10In this chapter Maggie Charles looks at how a corpus-driven syllabus can be designed so that students of different disciplines can be taught in the same EAP class. Charles gives a very clear and precise example of how such a course can be structured (p. 135). In the first place, the students need to construct their own “do-it-yourself” corpus. They are then given the same generic exercise (Charles sets out a model worksheet in the appendix, p. 154). The exercise is so constructed that students of different specialities can be asked to achieve the same learning objectives, even when they have different data and different results. Since the exercise addresses features which are typical of EAP genres, such as reporting verbs and modals, it is usually possible for the students to find these features in their corpora. In the following sections, Charles describes how the students use the different tools provided by the AntConc programme to analyse their data (i.e. Concordance, Wordlist, Collocates, Concordance Plot). Charles ends the paper with a discussion of her students’ feedback. At one point (p. 147) her students encountered the recurrent problem of what to do with non-native-speaker texts: do they include them in the corpus? This leads to a very interesting discussion on perceptions of error, but although Charles’ suggested answer (“increasing the size of the corpus may help”) seems an obvious solution, this does not strike me as very convincing (how can you guarantee that you will not get more of the same?). Anyway, this discussion does lead Charles to make some very percipient remarks in her conclusion, especially the observation (p. 148) that by coming up with different results, the students are confronted with an “information gap” which may serve to fuel future discussion and perhaps foster future learning opportunities.
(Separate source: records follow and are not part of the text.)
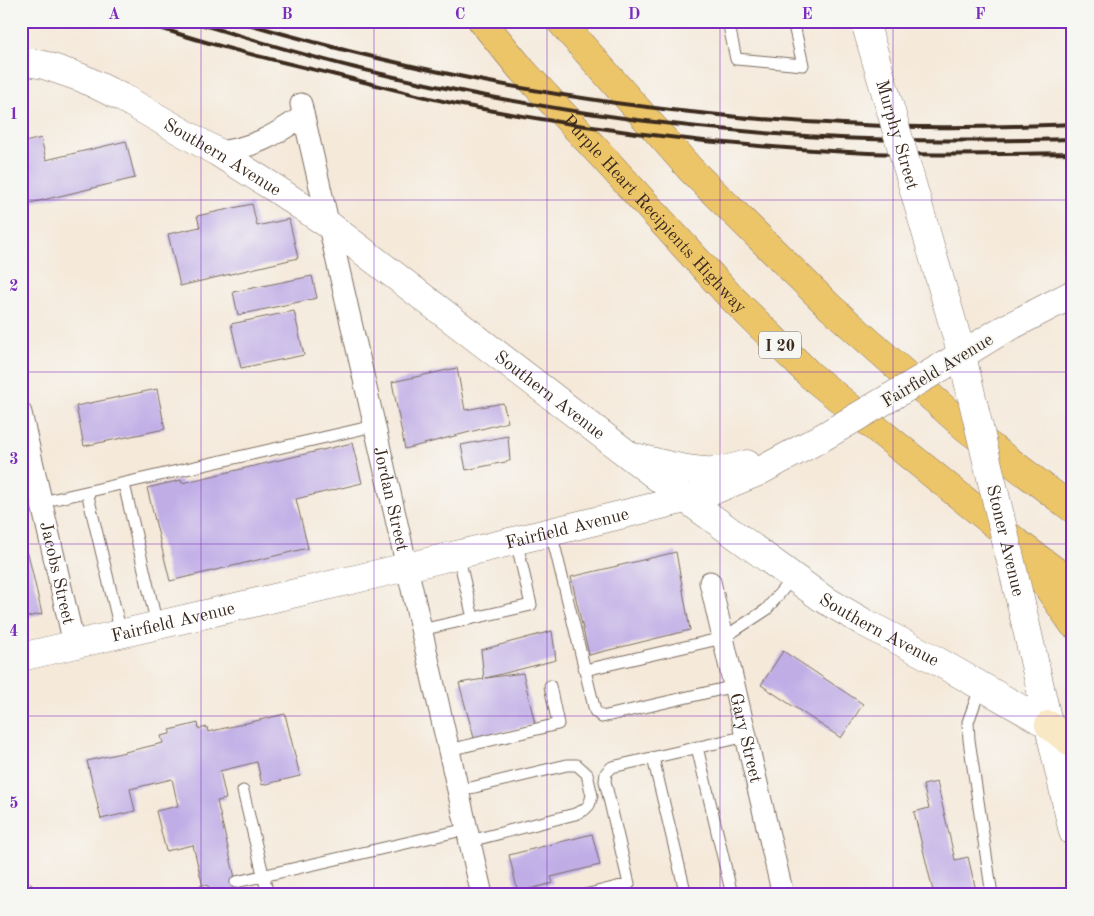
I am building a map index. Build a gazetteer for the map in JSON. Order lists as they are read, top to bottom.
{
  "streets": {
    "highway": ["Purple Heart Recipients Highway", "I 20"],
    "main road": ["Southern Avenue"],
    "street": [
      "Murphy Street",
      "Fairfield Avenue",
      "Jordan Street",
      "Stoner Avenue",
      "Jacobs Street",
      "Gary Street"
    ]
  },
  "crossings": [
    ["Murphy Street", "Stoner Avenue"],
    ["Southern Avenue", "Fairfield Avenue"],
    ["Southern Avenue", "Jordan Street"],
    ["Southern Avenue", "Stoner Avenue"],
    ["Fairfield Avenue", "Jordan Street"],
    ["Fairfield Avenue", "Stoner Avenue"],
    ["Fairfield Avenue", "Jacobs Street"]
  ],
  "grid": {
    "columns": [
      "A",
      "B",
      "C",
      "D",
      "E",
      "F"
    ],
    "rows": [
      "1",
      "2",
      "3",
      "4",
      "5"
    ]
  }
}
11In this chapter, Svitlana Babych discusses how students can be taught to identify textual cohesion patterns using an online learning environment. Her students are L1 (native) speakers of English at Leeds University who are studying Russian as their L2 and Ukrainian as L3. In the first part of the paper, Babych discusses the problems involved in analysing text connectors using traditional lexical concordancers, and looks at some of the linguistic literature, which has argued that corpus analysis should as far as practically possible maintain the visual, multimodal features of the texts which are being analysed. In the second half of the paper, Babych sets out how connectors are to be analysed using an online learning environment. The connectors identified for this project were collected automatically from a corpus of Ukrainian, Russian and English, and then categorized manually (p. 161). Babych then discusses how her class of language students were taught to use the online environment. This is a program which allows for the browsing of a comparable trilingual corpus of journalistic texts (English, Russian and Ukrainian). The aim is to integrate various activities such as “highlighting connectors”, “exploring a multilingual thesaurus of connectors” or “summarizing cohesive profiles of a text as a frequency list of types and sub-types of its cohesive ties” (p. 169). These sound like valuable exercises indeed, especially since they focus on very specific sub-sets of reading skills. And some of Babych’s practical recommendations for teaching activities are perfectly sensible, for instance: “One such activity might be to read through a text, deciding which statements are facts, and which are opinions, then analyze which words from the texts influenced their decision. They can also discuss what type of text it is, [...]” (p. 172). But on reading this and other suggestions, I could not help thinking “Well, OK, but this sounds like an old-school ‘paper-and-pencil’ exercise. Why would I need a corpus to do this?”.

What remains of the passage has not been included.